Paul
Goble
Staunton, August 12 – Aleksey Levinson,
a Levada Center sociologist, says that iron curtains like the one now being
erected around Russia are a political strategy that reflects weakness rather
than strength and that its appearance is not the end of the story but somewhere
much earlier.
In an interview published in this
week’s “Ogonyok,” Levinson says that “iron curtains” “arise not by themselves
in a country that is well off.” Instead, they appear “when things are already
in a bad way” and are erected by the authorities to protect themselves by
drawing on the loyalty of the population to the state (kommersant.ru/doc/2542566).
Moreover,
he says, this form of isolation consists of two kinds: one that is set up by
the authorities when “the external world is more or less indifferent” to what
occurs inside the country and another when the curtain is erected “under conditions
of sharp conflict with the external environment.”
Over
the last weeks and months, he continues, Russia has passed through three
phrases in this regard. In the first, “there was no curtain at all.” In the second,
people
began to talk about a hostile environment and some administrative borders went
up. And now, in the third, it is going up with the help of both inside and
outside sanctions.
Far more Russians believe that their
country is surrounded by enemies and that they are isolated in the world than
believe that they can exist in an open international environment, Levinson
says. Indeed, at present, Russians identify only three “friendly” countries:
Belarus, Kazakhstan and China.
That the first two are viewed as
friends reflects the fact that they are indeed Russia’s closest allies, but the
situation with China is more complicated. Not only have Russia and China been
at odds in the past, but “for China Russia is not only not a friend but even
not a partner” because in any contest, Beijing would come out on top.
“And so,” Levinson says, Russians “live
in a circle of enemies.” Most Russians accept that and declare their support of
President Vladimir Putin as a result. He points out that “support of the
president in Russia has a deeply symbolic character: it is an indicator of the
unification of society around a certain center” and not a measure comparable to
those in other countries.
With regard to the current
sanctions, a significant majority of Russians “prefer to live as if nothing has
yet happened.” Young people are especially indifferent to
them, he says, because they assume that they can outlive them. But that of
course means that they “will not go into the street with anti-war placards.”

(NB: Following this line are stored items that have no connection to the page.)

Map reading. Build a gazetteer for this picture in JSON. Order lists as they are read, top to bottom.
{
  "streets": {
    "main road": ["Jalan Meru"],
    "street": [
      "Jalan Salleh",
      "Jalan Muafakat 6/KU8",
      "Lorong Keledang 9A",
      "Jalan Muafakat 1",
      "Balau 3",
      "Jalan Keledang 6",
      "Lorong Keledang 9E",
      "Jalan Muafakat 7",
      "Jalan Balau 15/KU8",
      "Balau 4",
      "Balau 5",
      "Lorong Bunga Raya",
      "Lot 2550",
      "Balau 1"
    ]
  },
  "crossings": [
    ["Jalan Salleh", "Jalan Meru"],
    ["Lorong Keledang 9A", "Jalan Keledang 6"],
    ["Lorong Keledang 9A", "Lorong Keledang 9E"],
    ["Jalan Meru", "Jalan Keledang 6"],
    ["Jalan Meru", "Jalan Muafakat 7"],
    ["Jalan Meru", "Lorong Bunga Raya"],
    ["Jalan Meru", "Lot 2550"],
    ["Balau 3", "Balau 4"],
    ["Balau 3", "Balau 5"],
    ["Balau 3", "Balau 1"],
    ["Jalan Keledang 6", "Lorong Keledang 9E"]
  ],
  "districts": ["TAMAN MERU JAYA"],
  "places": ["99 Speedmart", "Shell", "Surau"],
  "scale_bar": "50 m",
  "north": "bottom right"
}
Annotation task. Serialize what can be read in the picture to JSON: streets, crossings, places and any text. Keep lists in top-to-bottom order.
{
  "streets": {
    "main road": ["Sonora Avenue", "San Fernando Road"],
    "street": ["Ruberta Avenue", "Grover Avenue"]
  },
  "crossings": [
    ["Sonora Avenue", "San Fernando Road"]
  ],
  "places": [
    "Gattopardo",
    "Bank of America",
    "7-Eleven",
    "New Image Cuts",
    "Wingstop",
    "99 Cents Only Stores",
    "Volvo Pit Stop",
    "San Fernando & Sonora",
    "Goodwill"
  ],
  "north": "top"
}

The group most concerned by the
prospect of a new iron curtain, Levinson continues, includes bureaucrats and
leaders of various levels. They are most concerned, “apparently” because they understand
to what this will lead.”
But this doesn’t mean that
everything is fine, the sociologist says. On the one hand, Russians “are afraid
of something more terrible than curtains.” That is the possibility of a third
world war.” And on the other, “the
majority of the population does not have a real consciousness of the danger in
which Russian now finds itself.”
As vacation season ends and as the
fallout from Ukrainian events on Russia’s relationship with the West becomes
clearer, Russians will have to face up to the fact that “the raising of the curtain
is not an accident.” It is something Russian elites have done for their own
benefit. In Soviet times, they put up with this; but now, “the people, of
course, are no longer Soviet.”
The process of erecting a new iron
curtain and the possibility of combatting it are long-term propositions,
Levinson says. If the elites succeed in
raising this curtain, it will be a tragedy for the Russian people. But at the
same time, if they try and fail, it will also be a problem because there is no
obvious way out.
“In fact, [Russians] do not have an
alternative elite with an alternative picture of the world,” Levinson says, “and
few are those who would agree to return to Gorbachev’s ‘new thinking.’”
Much of this now appears almost “funny,” he says, but
Russians must face the fact that they are “participants not in a vaudeville
performance but in a drama in which the curtain falls not at the end of the
spectacle but at the very beginning.”